Collected data
────────

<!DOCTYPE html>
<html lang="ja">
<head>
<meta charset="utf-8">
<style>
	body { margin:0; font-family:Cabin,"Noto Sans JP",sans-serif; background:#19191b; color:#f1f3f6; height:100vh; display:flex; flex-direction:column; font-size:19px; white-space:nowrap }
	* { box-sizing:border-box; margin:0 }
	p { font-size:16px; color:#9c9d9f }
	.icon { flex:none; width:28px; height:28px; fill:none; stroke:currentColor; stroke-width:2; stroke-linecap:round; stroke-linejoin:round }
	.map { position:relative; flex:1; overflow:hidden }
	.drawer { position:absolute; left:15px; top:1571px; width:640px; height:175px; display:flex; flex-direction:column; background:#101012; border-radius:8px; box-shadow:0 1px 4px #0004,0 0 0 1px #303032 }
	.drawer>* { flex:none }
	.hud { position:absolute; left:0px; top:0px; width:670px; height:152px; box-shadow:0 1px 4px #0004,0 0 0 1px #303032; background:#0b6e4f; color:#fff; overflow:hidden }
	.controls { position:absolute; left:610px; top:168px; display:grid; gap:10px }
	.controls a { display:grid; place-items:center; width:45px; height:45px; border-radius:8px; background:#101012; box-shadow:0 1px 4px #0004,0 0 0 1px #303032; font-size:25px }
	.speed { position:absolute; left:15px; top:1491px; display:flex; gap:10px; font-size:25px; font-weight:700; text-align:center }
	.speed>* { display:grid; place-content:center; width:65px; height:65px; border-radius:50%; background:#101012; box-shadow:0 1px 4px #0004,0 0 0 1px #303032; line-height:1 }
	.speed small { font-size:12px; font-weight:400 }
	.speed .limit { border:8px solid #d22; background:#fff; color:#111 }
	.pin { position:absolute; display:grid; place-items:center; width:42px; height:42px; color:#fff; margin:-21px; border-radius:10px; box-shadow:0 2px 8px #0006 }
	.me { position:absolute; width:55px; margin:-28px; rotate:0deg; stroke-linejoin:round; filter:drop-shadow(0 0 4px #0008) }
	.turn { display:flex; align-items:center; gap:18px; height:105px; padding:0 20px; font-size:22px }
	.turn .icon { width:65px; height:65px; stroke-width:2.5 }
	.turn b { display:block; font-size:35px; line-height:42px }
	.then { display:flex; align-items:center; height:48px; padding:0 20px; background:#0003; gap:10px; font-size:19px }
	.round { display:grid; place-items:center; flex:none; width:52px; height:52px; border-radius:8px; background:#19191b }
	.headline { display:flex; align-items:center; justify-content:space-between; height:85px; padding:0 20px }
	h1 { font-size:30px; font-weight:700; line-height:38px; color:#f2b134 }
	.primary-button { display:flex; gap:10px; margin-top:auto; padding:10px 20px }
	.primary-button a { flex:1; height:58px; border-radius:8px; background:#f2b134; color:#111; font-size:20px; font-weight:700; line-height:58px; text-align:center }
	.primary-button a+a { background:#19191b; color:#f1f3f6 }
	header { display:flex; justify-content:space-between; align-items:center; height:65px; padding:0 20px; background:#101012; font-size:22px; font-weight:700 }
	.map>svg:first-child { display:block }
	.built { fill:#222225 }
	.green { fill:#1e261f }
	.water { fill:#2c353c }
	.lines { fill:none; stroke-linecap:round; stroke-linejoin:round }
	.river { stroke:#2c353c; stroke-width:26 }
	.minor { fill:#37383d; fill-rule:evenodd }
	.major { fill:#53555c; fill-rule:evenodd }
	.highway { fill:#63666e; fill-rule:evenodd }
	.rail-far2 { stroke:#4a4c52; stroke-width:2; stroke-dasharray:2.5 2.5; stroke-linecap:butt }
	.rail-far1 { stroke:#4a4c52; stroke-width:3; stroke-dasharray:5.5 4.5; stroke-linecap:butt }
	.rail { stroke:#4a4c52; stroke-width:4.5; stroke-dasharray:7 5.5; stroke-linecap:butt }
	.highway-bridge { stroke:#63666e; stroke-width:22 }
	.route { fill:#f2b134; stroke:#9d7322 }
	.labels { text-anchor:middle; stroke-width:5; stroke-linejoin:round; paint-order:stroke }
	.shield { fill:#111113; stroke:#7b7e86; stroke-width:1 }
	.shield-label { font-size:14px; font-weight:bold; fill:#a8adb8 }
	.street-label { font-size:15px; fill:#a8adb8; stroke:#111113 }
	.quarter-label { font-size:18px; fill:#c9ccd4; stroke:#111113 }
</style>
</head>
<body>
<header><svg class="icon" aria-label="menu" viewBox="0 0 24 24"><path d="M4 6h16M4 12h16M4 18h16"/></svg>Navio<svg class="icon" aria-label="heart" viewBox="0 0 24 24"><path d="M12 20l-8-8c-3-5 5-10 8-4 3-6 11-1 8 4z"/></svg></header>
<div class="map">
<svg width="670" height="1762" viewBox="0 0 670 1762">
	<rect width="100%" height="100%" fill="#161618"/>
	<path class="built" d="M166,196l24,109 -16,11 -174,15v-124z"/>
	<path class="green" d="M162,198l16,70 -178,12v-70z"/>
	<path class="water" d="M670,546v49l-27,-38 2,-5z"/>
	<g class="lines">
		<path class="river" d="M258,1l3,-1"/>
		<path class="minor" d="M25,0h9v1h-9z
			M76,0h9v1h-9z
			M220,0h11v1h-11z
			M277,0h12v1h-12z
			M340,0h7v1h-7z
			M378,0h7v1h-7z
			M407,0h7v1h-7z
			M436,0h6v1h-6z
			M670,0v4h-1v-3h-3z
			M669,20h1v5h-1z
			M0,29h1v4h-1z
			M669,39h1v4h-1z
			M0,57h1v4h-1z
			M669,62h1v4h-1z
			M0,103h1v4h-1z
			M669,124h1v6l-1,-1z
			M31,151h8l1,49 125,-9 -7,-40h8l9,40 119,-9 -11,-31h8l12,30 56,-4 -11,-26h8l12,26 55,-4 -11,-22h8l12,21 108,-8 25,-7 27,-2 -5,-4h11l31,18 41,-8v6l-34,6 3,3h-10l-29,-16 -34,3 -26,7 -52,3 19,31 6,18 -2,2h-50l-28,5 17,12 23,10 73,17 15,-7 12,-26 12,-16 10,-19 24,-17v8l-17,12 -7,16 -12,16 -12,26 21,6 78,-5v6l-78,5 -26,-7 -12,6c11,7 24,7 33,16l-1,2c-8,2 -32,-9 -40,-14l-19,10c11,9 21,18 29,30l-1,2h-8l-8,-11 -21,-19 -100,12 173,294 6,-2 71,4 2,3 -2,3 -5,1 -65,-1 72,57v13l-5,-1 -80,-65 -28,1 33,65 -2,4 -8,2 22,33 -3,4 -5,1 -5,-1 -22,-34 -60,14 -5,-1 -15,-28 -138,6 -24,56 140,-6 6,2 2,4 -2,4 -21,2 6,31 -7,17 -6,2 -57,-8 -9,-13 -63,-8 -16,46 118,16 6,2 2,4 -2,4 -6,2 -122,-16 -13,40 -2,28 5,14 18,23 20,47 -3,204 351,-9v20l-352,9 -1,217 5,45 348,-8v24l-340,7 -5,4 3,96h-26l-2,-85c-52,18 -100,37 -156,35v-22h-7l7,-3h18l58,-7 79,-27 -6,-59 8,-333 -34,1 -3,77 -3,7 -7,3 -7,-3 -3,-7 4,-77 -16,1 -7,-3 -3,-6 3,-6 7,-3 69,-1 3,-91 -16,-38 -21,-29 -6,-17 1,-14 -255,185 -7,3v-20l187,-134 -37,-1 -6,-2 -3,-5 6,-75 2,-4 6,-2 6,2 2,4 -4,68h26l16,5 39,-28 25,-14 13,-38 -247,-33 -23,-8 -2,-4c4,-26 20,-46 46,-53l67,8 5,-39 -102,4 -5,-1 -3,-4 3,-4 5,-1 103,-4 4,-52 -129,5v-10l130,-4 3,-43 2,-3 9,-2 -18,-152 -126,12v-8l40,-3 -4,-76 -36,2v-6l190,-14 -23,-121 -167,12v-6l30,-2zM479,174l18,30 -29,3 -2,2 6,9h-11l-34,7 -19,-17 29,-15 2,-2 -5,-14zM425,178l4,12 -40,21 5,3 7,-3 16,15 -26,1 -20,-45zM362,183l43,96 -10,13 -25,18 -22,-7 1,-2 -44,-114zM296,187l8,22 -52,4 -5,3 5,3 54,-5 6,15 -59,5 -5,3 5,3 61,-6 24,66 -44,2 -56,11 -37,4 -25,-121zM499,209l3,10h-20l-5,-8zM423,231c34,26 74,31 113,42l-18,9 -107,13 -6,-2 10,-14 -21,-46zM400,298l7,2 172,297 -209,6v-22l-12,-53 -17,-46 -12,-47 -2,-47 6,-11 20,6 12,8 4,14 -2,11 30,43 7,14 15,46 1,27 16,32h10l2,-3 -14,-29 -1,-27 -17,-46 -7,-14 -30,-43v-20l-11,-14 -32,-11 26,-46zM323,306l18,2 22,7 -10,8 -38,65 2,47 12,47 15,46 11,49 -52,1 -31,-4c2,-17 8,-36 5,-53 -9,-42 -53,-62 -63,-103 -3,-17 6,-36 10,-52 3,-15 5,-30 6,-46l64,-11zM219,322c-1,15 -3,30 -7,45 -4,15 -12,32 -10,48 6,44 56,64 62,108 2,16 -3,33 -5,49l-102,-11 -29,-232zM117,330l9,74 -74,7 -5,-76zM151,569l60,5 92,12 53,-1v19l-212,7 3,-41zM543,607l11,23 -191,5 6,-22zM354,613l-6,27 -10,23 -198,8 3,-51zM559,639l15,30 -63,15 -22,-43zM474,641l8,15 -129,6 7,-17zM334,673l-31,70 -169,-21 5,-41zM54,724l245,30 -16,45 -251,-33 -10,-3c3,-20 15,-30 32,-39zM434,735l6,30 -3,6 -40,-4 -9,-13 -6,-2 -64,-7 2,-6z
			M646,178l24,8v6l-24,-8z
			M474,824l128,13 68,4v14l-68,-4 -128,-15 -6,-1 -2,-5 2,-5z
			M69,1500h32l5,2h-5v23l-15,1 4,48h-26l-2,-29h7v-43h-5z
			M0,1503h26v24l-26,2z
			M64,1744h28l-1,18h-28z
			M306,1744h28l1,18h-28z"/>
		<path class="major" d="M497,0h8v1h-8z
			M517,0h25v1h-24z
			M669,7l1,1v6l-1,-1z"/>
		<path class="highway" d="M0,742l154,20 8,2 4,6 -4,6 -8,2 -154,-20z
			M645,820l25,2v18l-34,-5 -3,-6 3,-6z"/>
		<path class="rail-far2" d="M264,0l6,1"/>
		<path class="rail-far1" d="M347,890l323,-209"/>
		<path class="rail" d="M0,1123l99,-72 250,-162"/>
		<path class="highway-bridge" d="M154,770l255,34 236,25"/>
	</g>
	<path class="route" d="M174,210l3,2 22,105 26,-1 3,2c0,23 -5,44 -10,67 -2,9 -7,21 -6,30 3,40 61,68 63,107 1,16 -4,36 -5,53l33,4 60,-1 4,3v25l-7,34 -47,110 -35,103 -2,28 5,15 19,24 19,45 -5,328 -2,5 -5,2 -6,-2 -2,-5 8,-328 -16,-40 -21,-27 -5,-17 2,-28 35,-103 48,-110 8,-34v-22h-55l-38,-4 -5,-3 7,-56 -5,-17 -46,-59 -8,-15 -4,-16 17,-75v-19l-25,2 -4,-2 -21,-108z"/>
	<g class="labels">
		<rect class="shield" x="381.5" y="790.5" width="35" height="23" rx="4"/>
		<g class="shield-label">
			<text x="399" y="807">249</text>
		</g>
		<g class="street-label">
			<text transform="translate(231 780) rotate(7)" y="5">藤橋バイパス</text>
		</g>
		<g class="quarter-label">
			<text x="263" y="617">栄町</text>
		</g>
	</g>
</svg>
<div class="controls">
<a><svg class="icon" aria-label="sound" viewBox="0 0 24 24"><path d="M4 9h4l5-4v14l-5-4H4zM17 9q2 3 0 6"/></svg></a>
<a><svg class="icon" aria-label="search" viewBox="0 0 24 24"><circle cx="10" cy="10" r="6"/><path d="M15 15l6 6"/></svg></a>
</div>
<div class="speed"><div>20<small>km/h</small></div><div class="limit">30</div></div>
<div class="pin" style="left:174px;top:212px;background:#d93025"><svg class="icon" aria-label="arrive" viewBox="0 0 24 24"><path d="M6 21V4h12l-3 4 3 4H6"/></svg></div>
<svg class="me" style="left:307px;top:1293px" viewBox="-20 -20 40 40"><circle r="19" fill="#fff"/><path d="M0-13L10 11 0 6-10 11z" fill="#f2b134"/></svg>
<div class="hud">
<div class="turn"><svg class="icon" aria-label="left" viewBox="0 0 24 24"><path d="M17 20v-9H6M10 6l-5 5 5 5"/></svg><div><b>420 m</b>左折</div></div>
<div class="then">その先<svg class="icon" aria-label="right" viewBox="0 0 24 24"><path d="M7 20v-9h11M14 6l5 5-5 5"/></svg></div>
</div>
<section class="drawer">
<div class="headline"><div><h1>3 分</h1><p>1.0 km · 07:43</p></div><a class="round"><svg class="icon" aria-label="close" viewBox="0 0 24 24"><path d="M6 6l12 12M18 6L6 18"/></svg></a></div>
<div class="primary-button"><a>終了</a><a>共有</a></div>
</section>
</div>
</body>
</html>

────────

PROMPT :: What is needed is each line of the entries that contains the word "hidden".

YOUR SOLUTION ::
	.map { position:relative; flex:1; overflow:hidden }
	.hud { position:absolute; left:0px; top:0px; width:670px; height:152px; box-shadow:0 1px 4px #0004,0 0 0 1px #303032; background:#0b6e4f; color:#fff; overflow:hidden }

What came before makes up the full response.